Pecado bem mais grave será o da leniência diante dos sinais que ele mesmo
espalha, com palavras e gestos. É da boca de Bolsonaro que saem elogios a
ditaduras, aprovações à tortura, ataques ao sistema político (um dos trunfos de
sua eleição por brasileiros desiludidos com a política) e a violência verbal
diária, contra tudo e todos, inclusive contra outros povos, como o argentino,
temperada pela vulgaridade. Ontem ele fez até mesmo uma declaração de afinidade
com o príncipe saudita sanguinário, envolvido na morte de um jornalista por
esquartejamento e sumiço do corpo.
A indulgência em relação ao presidente
desatinado ampara-se numa leitura ingênua ou conveniente às elites que esperam
dele a aprovação e implementação de reformas e medidas neoliberais: ele é
assim mesmo, e com suas diatribes, ainda que vulgares e preocupantes,
contribui para o avanço das reformas, oferecendo temas diversionistas ao debate
público.
De fato, enquanto discutimos o vídeo do
leão acossado pelas malévolas instituições democráticas – imprensa, STF, OAB,
CUT, partidos e outros – Guedes avança com sua agenda.
Já a suposta paranoia, ou fiquemos
na preocupação com o que de pior pode acontecer, ampara-se na prática,
nas palavras, no passado e na natureza de Bolsonaro, essencialmente autoritária
e antidemocrática. E neofascista, é preciso também dizer.
Mas convenhamos que eles fazem as coisas
com uma loucura metodológica. Pelo vídeo, por exemplo, Bolsonaro hoje pediu
desculpas explicando.

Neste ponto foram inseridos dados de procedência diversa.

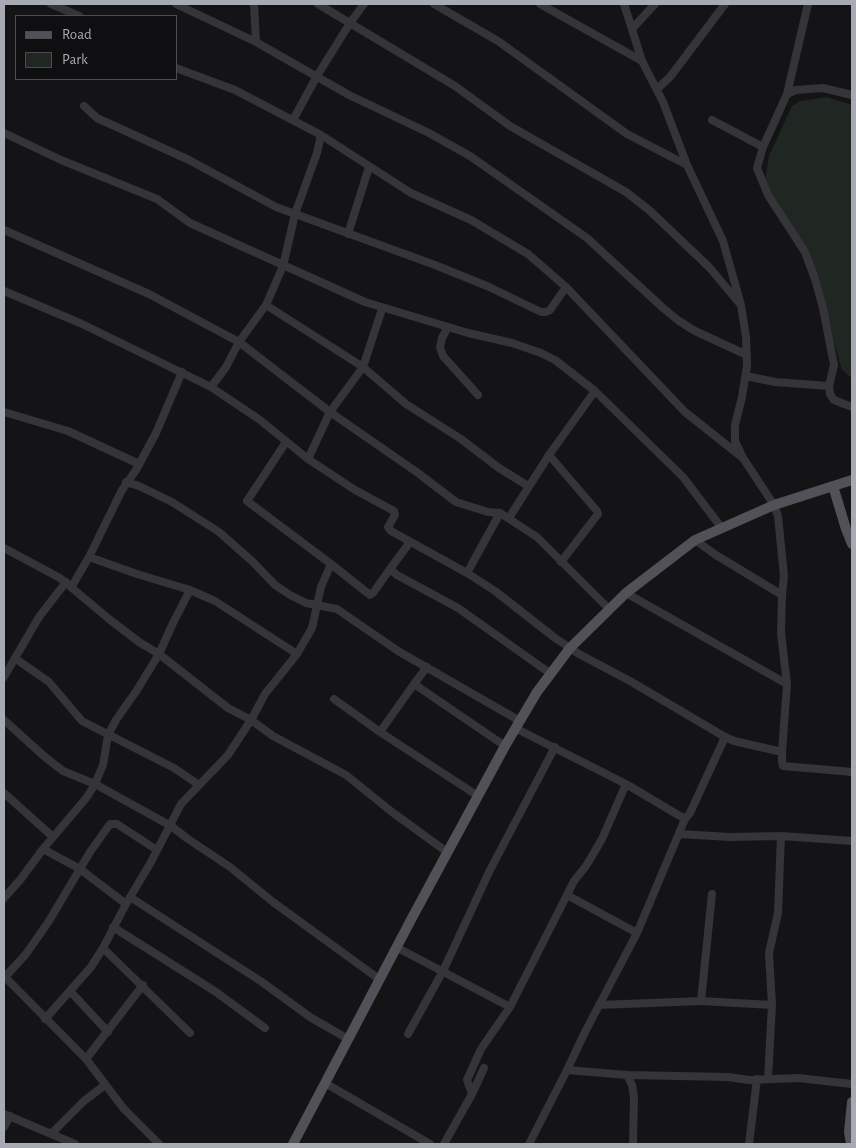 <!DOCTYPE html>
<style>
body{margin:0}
#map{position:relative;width:856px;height:1148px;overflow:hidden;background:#141315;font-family:"Alegreya Sans",sans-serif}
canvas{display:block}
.frame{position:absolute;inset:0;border:5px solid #a7a9b3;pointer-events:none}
.legend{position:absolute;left:15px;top:15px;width:162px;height:65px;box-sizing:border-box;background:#0f0e10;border:1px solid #4c4c51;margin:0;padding:6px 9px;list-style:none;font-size:15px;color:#a7a9b3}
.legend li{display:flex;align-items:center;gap:10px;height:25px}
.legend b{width:25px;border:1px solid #4c4c51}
</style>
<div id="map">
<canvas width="856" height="1148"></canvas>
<div class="frame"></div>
<ul class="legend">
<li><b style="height:6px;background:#515258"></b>Road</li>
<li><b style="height:14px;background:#202621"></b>Park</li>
</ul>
</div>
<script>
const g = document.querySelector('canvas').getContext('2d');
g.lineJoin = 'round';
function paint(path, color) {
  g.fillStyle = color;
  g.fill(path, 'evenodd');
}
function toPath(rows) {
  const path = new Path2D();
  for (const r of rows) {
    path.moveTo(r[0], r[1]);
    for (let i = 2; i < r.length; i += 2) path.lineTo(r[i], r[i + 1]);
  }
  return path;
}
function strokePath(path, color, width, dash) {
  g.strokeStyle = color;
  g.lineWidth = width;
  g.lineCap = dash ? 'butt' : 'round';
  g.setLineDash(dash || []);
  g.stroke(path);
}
paint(toPath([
 [827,97,852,105,852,378,842,370,809,254,780,212,765,179,769,156,792,106,800,101]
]), '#202621');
strokePath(toPath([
 [51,4,79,16],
 [176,4,256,42,349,95,429,133,470,156,587,238,663,308,679,321,695,331,747,355],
 [254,4,256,42],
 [318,4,455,86,510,126,626,192,649,210,709,267,740,304],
 [434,4,498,41,627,134,687,165],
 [540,4,642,61],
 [624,4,642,61,663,102,687,165,723,241,741,305,746,337,747,366,742,397,735,425,735,441,743,458,774,505,778,516,784,576,782,595,781,633,787,684],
 [632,29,655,4],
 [176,68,235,90,321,135],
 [657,89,670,77,725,4],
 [787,94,808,4],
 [852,95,823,88,796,90,787,94,763,147,757,168,768,195,805,252,815,279,823,308,834,365,829,386,830,394,834,400,852,407],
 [84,106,97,118,189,160,276,207,435,265,487,286,541,312,546,312,550,310,566,287],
 [293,120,317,76,350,23,364,4],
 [712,120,763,147],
 [4,133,61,160,157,199,190,223,365,302,468,333,512,343,541,353,555,360,595,391,683,477,721,527],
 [4,230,149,294,239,342,330,412,418,473,456,502,488,512,500,513],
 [348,234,369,167],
 [4,291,80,323,211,387,260,420,308,459,355,490,394,511,395,515,388,527,391,531,467,573,495,591,555,638,579,654,630,681,725,737,734,741,782,752,782,762,783,766,852,772],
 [266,305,363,367,406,404,461,439,499,468,528,486],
 [448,327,442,338,440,347,443,356,478,395],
 [746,376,775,382,829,386],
 [211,387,226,367,239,342,266,305,283,266,295,214,317,153,321,135,411,193,471,220,528,254,566,287,685,412,743,458],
 [4,412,68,431,139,464],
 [549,455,597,511,598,514,561,562],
 [308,459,330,412,363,367,382,309],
 [126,482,139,486,172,502,219,532,253,562,275,585,290,595,306,603,337,609,398,651,520,721],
 [509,518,549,455,595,391],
 [695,540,716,555,782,595],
 [4,548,60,578,109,619,139,642,159,654,228,708,251,720,273,736,346,775,392,812,447,852],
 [89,557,122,490,136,470,156,433,182,372],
 [331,564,370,595,373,593,390,569,397,575,458,608,551,674],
 [390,569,410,542],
 [467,573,500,513,537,537,609,609],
 [190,590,215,601,297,654],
 [626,593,787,684,782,752],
 [16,659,49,682,82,721,174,768,199,785],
 [4,677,39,617,66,582],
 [414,684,427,667],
 [334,699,380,732],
 [4,720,45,757,63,771,95,784,171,826,188,839,230,867,273,902,379,979],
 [515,728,626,784,685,819],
 [4,793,53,837],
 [478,796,380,732,414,684,505,746],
 [680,834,730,837,781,836,852,841],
 [43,849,80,869,126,904],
 [567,895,574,881,586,866,602,839,626,784],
 [130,897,262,982,310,1017,348,1039],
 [4,898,20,880,43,849,87,797,95,784,103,765,108,735,116,720,137,690,159,654,173,623,190,590,137,574,89,557,72,586],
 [113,927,216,992,265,1028],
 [396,947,510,1007],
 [103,948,190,1033],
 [4,976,86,1059,124,1109,159,1144],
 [5,977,26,954,49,921,90,852,110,824,117,824,157,850],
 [70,991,108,1032],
 [701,1001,712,894],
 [599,1005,701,1001,772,1005,768,1078],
 [772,1005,769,953,778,913,781,836],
 [45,1019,91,967,103,948,126,904,151,862,181,804,228,755,251,720,265,694,297,654,312,628,321,587,331,564,247,501,286,442],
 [408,1034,443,971,490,870,555,747],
 [86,1059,143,985],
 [567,1070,627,1075,728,1077,749,1080,798,1078,852,1084],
 [627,1075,632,1085,634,1097,633,1144],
 [325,1083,430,1144],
 [472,1094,484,1068],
 [4,1114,75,1144],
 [4,1127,10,1116],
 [51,1134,84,1101,105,1085],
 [444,1144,472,1094,467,1080,481,1049,510,1007,567,895,637,933],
 [529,1144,567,1070,585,1032,637,933,685,819,690,813,725,737],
 [749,1144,757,1079]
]), '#353539', 8);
strokePath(toPath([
 [833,486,846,529,852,544],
 [293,1144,413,916,505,746,537,692,570,648,626,593,695,540,774,505,852,480],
 [851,1144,849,1132,852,1102]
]), '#515258', 10);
</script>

Não o produziu, o vídeo apareceu, alguém (que negou ser o
filho Carlos) achou interessante e postou em sua conta na rede social sem
perceber que continha “injustiça”. Certamente apenas em relação ao STF,
que foi quem reclamou, embora não tenha sido mencionado.

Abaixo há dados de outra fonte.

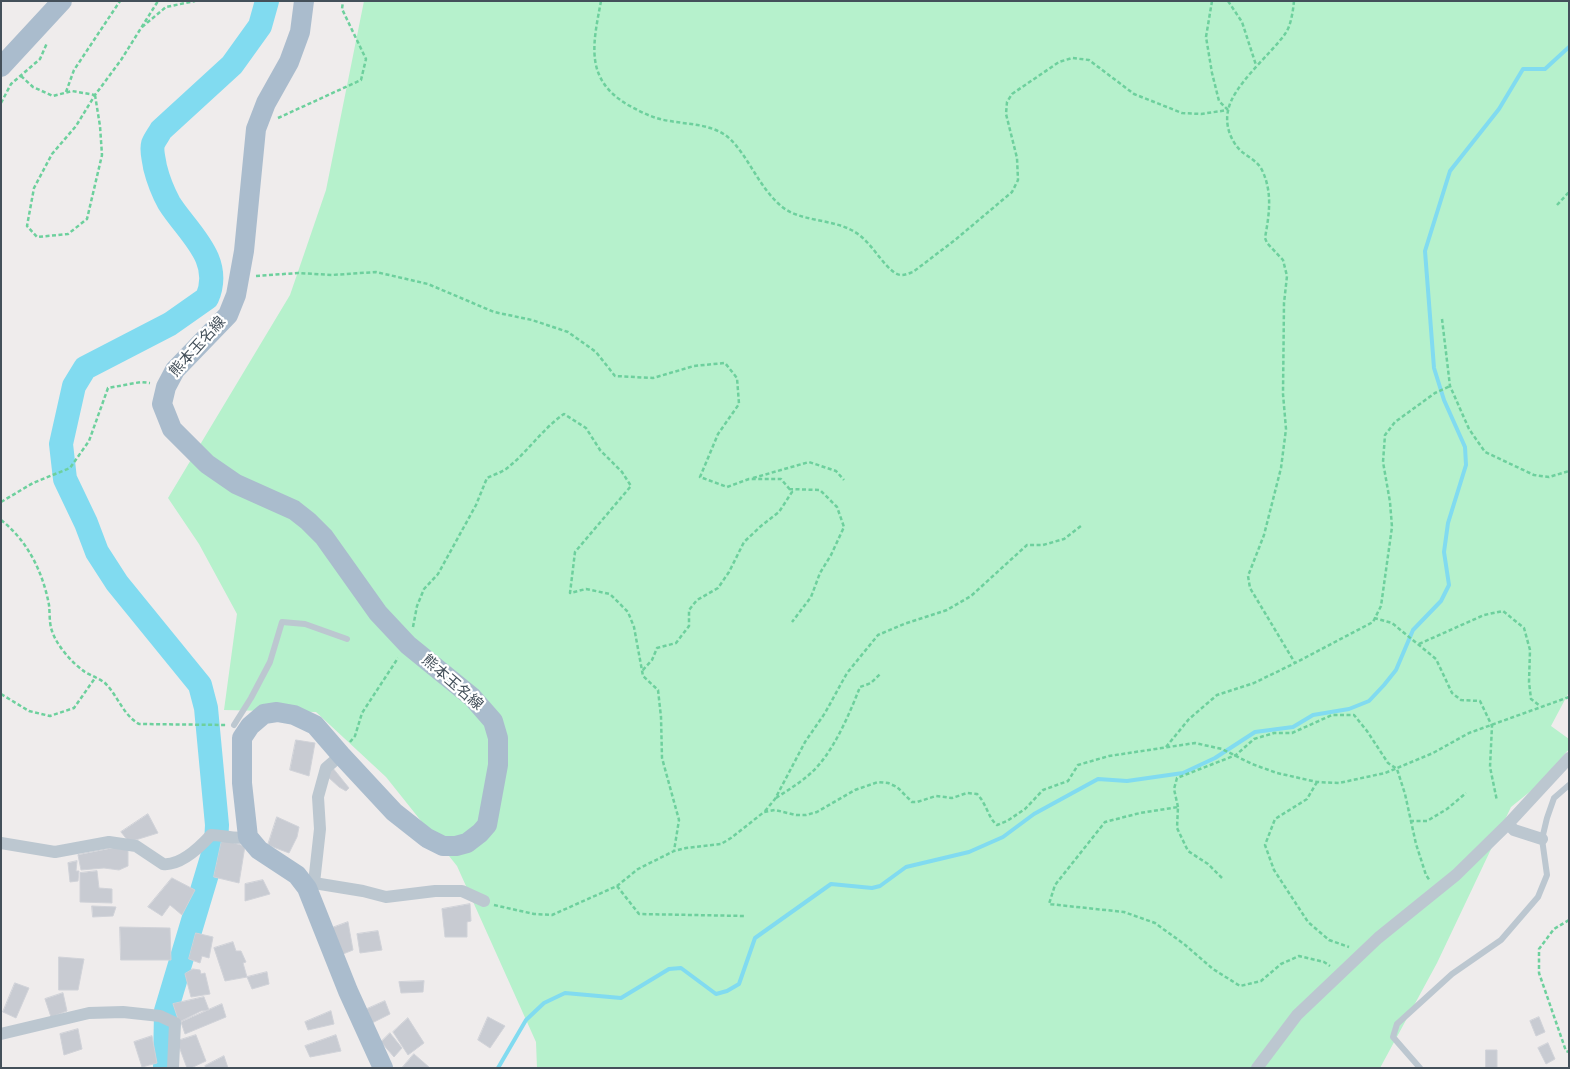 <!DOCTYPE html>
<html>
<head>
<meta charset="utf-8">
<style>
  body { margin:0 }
  #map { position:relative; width:1570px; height:1069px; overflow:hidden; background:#efecec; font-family:"Varela Round",sans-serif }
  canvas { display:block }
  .frame { position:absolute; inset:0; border:2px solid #44505a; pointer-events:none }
</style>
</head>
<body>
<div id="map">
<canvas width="1570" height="1069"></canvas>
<div class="frame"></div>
</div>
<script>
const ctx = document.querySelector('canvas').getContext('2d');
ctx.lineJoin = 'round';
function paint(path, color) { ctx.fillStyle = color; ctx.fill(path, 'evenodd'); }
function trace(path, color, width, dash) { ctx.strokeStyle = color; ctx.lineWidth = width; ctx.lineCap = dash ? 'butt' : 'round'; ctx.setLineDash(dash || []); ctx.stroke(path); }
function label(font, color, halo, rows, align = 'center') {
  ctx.font = font + ' "Varela Round","Noto Sans JP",sans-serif'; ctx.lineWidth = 4.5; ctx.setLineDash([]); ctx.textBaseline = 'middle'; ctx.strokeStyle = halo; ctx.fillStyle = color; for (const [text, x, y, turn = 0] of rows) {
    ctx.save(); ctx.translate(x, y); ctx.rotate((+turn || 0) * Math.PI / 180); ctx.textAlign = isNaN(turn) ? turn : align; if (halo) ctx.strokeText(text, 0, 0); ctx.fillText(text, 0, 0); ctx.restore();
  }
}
const green = new Path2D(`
  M 364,1 L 1569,1 L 1569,692 L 1551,726 L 1569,739 L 1569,749 L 1537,786 L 1511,807 L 1437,963 L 1380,1068 L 537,1068 L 536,1042 L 457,866 L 386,777 L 316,712 L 224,710 L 237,614 L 199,544 L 168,498 L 290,295 L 326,190 Z`);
const stream = new Path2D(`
  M 498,1068 L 526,1020 L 544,1003 L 565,993 L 621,998 L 669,969 L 681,968 L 716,994 L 727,991 L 739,984 L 755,938 L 831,884 L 872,888 L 880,886 L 906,867 L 969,852 L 1003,837 L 1034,814 L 1098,779 L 1127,781 L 1183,773 L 1215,758 L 1255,732 L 1293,727 L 1313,715 L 1349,709 L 1369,701 L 1384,685 L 1396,670 L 1413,630 L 1441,601 L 1449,585 L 1444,552 L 1448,523 L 1466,465 L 1465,447 L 1444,400 L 1434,368 L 1425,251 L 1450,171 L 1499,109 L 1523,69 L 1545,69 L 1569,47`);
const river = new Path2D(`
  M 165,1068 L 166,1011 L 216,844 L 217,825 L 206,708 L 200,685 L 117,583 L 97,552 L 86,523 L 65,479 L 61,444 L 74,386 L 85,368 L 170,324 L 207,298 C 224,259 187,232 169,203 C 163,192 158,179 155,167 C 154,159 151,151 153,144 C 155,139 159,134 161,130 L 232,65 L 260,26 L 267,1`);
const building = new Path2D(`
  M 296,740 L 315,743 L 309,776 L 290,770 Z
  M 332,767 L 349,788 L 346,791 L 339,787 L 328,777 Z
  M 148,814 L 158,833 L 129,842 L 121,832 Z
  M 277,817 L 299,827 L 297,837 L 289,853 L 268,845 Z
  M 222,840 L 245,846 L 239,883 L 214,877 Z
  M 128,845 L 128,866 L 119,870 L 104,868 L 81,870 L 78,855 Z
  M 77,861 L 76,871 L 79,871 L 78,881 L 70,882 L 68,863 Z
  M 97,871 L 99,888 L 112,889 L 112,903 L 80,902 L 80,873 Z
  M 172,878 L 195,890 L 182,915 L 170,905 L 162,916 L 148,907 Z
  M 263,880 L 270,894 L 245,901 L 245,884 Z
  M 470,904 L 471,921 L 467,922 L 467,937 L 445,937 L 442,909 Z
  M 92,906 L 116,907 L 113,916 L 93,917 Z
  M 348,922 L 353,950 L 338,956 L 329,929 Z
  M 120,927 L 170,928 L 171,960 L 121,960 Z
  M 378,931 L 382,950 L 360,953 L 357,934 Z
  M 196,933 L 213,937 L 209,958 L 202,956 L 200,963 L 189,959 Z
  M 233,942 L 236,951 L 241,951 L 246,962 L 243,963 L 247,977 L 225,981 L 214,948 Z
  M 59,957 L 84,959 L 78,990 L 59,990 Z
  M 193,969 L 200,970 L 201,974 L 205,973 L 210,994 L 191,997 L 185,974 Z
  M 267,972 L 269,984 L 252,989 L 247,977 Z
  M 424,981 L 423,992 L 401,993 L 399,982 Z
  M 15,983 L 29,988 L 16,1018 L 3,1012 Z
  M 63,993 L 67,1011 L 51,1017 L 45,999 Z
  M 204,997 L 209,1010 L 201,1011 L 179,1022 L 173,1004 Z
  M 385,1001 L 390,1014 L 372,1023 L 367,1009 Z
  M 222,1004 L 226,1017 L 185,1034 L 181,1022 Z
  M 331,1011 L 334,1024 L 308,1030 L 305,1022 Z
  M 488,1017 L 505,1026 L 490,1048 L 478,1040 Z
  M 1539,1017 L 1545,1032 L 1536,1036 L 1530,1021 Z
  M 408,1018 L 424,1043 L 408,1055 L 393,1032 Z
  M 78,1029 L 82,1049 L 64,1055 L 60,1034 Z
  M 390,1033 L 402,1048 L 394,1057 L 381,1042 Z
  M 196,1035 L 206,1061 L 191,1068 L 187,1068 L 177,1041 Z
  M 336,1035 L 341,1051 L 310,1057 L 305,1046 Z
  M 152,1036 L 157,1063 L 142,1067 L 134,1042 Z
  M 1548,1043 L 1555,1059 L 1546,1064 L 1538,1048 Z
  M 1486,1050 L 1497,1050 L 1497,1068 L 1486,1068 Z
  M 414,1054 L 430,1068 L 402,1068 Z
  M 224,1056 L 228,1068 L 206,1068 L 205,1066 Z`);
const path = new Path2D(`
  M 601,1 C 593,44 584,79 628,105 C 641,112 654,119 670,121 C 692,125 717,124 733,142 C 751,162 760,188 781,206 C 801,223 836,218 858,234 C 873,245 881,263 895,273 C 901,277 907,274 913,272 L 955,240 L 1012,192 L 1018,180 L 1017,158 L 1006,114 L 1007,102 L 1012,94 L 1059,62 L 1072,58 L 1089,60 L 1134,94 L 1182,113 L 1201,114 L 1228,110
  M 1212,1 L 1206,37 L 1212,73 L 1219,101 L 1228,110
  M 1228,1 L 1242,22 L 1256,65
  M 1294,1 C 1293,11 1291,26 1285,34 C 1270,55 1232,86 1228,111 C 1225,124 1230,140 1240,150 C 1247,157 1257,160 1262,170 C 1273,193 1269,215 1265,238 L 1267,243 L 1283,260 L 1287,276 L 1284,303 L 1283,394 L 1286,429 L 1281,468 L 1264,535 L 1248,576 L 1250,588 L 1295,663 L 1373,622 L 1381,606 L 1392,527 L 1390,502 L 1383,462 L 1385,435 L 1395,422 L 1435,393 L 1450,386
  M 142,27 L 166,7 L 195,1
  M 21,76 L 33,87 L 53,96 L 72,91 L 95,95
  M 66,92 L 74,70 L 120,1
  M 95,95 L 100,126 L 102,155 L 87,219 L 68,234 L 37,237 L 27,226 L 34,188 L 52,154 L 76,126 L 95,95 L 121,60 L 158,1
  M 1,103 L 11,84 L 40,59 L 47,43
  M 278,118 L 361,80 L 366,59 L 342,9 L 343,1
  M 1557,205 L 1569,192
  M 256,276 L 298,273 L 332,275 L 376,272 L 428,284 L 494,312 L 532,320 L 568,332 L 596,352 L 615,376 L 653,378 L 694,366 L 725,363 L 737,378 L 739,404 L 718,434 L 700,477 L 727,487 L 749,479 L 781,479 L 792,492 L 779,512 L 761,526 L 744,542 L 729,572 L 718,588 L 697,600 L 689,610 L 689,626 L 676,643 L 657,648 L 652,660 L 642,671
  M 1442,319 L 1450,386 L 1469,429 L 1485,452 L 1534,475 L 1549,477 L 1569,471
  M 753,478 L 809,462 L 836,471 L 844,480
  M 789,489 L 820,490 L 837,507 L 844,527 L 831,555 L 820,573 L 811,597 L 792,622
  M 1,502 L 33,483 L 70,468 L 89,441 L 108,388 L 141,382 L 150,383
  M 1,520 C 27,540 43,572 49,605 C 50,613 49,623 52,631 C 57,646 72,663 85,672 C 92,676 100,679 105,683 C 118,696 123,715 139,724 L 226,725
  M 1374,618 L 1392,623 L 1436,659 L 1452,693 L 1461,700 L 1480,701 L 1492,726 L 1490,767 L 1497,801
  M 413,627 L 417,606 L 424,589 L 438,574 L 476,505 L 487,478 C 493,475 500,473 506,469 C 527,453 542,429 564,414 L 586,428 L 600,450 L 622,472 L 631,486 L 575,552 L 570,593 L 586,589 L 610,594 L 628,612 L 634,627 L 643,676 L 658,690 L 661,717 L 662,758 L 679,820 L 674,851
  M 1419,644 L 1484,615 L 1503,611 L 1524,628 L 1530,650 L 1529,682 L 1531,699 L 1540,706
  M 1,694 L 29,711 L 50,716 L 74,708 L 95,678
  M 350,742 L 355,736 L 362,713 L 398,658
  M 1166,747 L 1189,719 L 1217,695 L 1254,683 L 1295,663
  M 1317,782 L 1307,799 L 1275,819 L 1265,845 L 1274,870 L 1308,922 L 1329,940 L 1349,947
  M 776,798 C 788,790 800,783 811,773 C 833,753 849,715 860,687 L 871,683 L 880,674
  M 1178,807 L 1174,789 L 1177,778 L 1236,755 L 1254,739 L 1274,733 L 1292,733 L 1332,715 L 1354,715 L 1367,731 L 1388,763 L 1397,769 L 1405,794 L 1416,844 L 1426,875 L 1430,881
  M 765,811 L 775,799 L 805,742 L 825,713 L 847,673 L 878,635 L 904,624 L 947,610 L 971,596 L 1027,545 L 1043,545 L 1064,539 L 1081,526
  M 1410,821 L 1427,821 L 1447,809 L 1466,793
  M 1222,878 L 1208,864 L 1188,851 L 1177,828 L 1178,807 L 1140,813 L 1105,822 L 1055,885 L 1049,904 L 1124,912 L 1155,923 L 1184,944 L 1213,969 L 1240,986 L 1261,981 L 1281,964 L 1299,956 L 1324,962 L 1330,966
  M 617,886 L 639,914 L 746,916
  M 494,905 L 534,914 L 552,915 L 617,886 L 638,869 L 674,851 L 686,848 L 721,844 L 731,838 L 764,812 L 775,810 L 796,815 L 806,815 L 817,812 L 855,790 L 878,782 L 888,783 L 897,787 L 912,802 L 917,802 L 936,796 L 952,798 L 967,793 L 977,794 C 987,804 988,818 997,825 L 1007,821 L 1025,809 L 1043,790 L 1068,781 L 1078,765 L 1109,756 L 1195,743 L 1222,749 L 1252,764 L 1277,773 L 1317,782 L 1339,783 L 1385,773 L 1433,753 L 1469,733 L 1569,697
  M 1569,920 L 1554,929 L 1539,949 L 1539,973 L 1566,1051 L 1569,1052`);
const service = new Path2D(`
  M 234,725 L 251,698 L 270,662 L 282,622 L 305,624 L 347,639
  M 1420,1068 L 1393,1037 L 1397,1024 L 1452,974 L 1501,940 L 1538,897 L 1547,875 L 1542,839 L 1547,818 L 1554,798 L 1569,785`);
const minor = new Path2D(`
  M 1542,839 L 1514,830 L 1508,824 L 1569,758
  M 1,843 L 55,852 L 109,842 L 136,846 L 163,864 C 181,866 200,847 211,835 C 224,835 235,840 248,837
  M 314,883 L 320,829 L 318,797 L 326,768 L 341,755
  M 307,888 L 314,883 L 363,891 L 386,897 L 435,891 L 462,891 L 484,901
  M 1,1034 L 89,1013 L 123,1012 L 160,1016 L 175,1023 L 173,1068
  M 1257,1068 L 1297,1015 L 1378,938 L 1456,875 L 1508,824`);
const primary = new Path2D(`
  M 304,1 L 300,32 L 289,62 L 266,103 L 256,129 L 244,251 L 236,295 L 228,315 L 175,370 L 166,387 L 162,404 L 172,429 L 207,464 L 236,484 L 294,510 L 308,521 L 324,537 L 378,613 L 408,645 L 472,697 L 493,721 L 498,738 L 498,765 L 487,825 L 480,833 L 467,843 L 456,846 L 443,846 L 427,838 L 394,812 L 341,755 L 315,725 L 294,715 L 277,712 L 264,714 L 250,726 L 242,738 L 242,783 L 248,837 L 259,850 L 297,875 L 307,888 L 348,991 L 383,1068
  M 1,67 L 62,1`);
const streetNames = [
  ["熊本玉名線",198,347,-48],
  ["熊本玉名線",452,683,41]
];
paint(green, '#b6f1cc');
trace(stream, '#81dbf0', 4);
trace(river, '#81dbf0', 24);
paint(building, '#c8cbd2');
trace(building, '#d0d2d8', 1);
trace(path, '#6dd09d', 2.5, [4, 2.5]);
trace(service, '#bcc7d0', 6);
trace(minor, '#bcc7d0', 12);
trace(primary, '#aabccd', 20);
label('15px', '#44505a', '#fff', streetNames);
</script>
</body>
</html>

A peça representa falta do presidente
para com a honra, a dignidade e o decoro do cargo. Teoricamente, é motivo para
impeachment. Mas quem haverá de propor isso, se ele já tirou o corpo fora: não
é autor do vídeo, não sabe quem o postou, embora se sinta responsável.
Rodrigo Maia engavetaria o pedido por falta de fundamento.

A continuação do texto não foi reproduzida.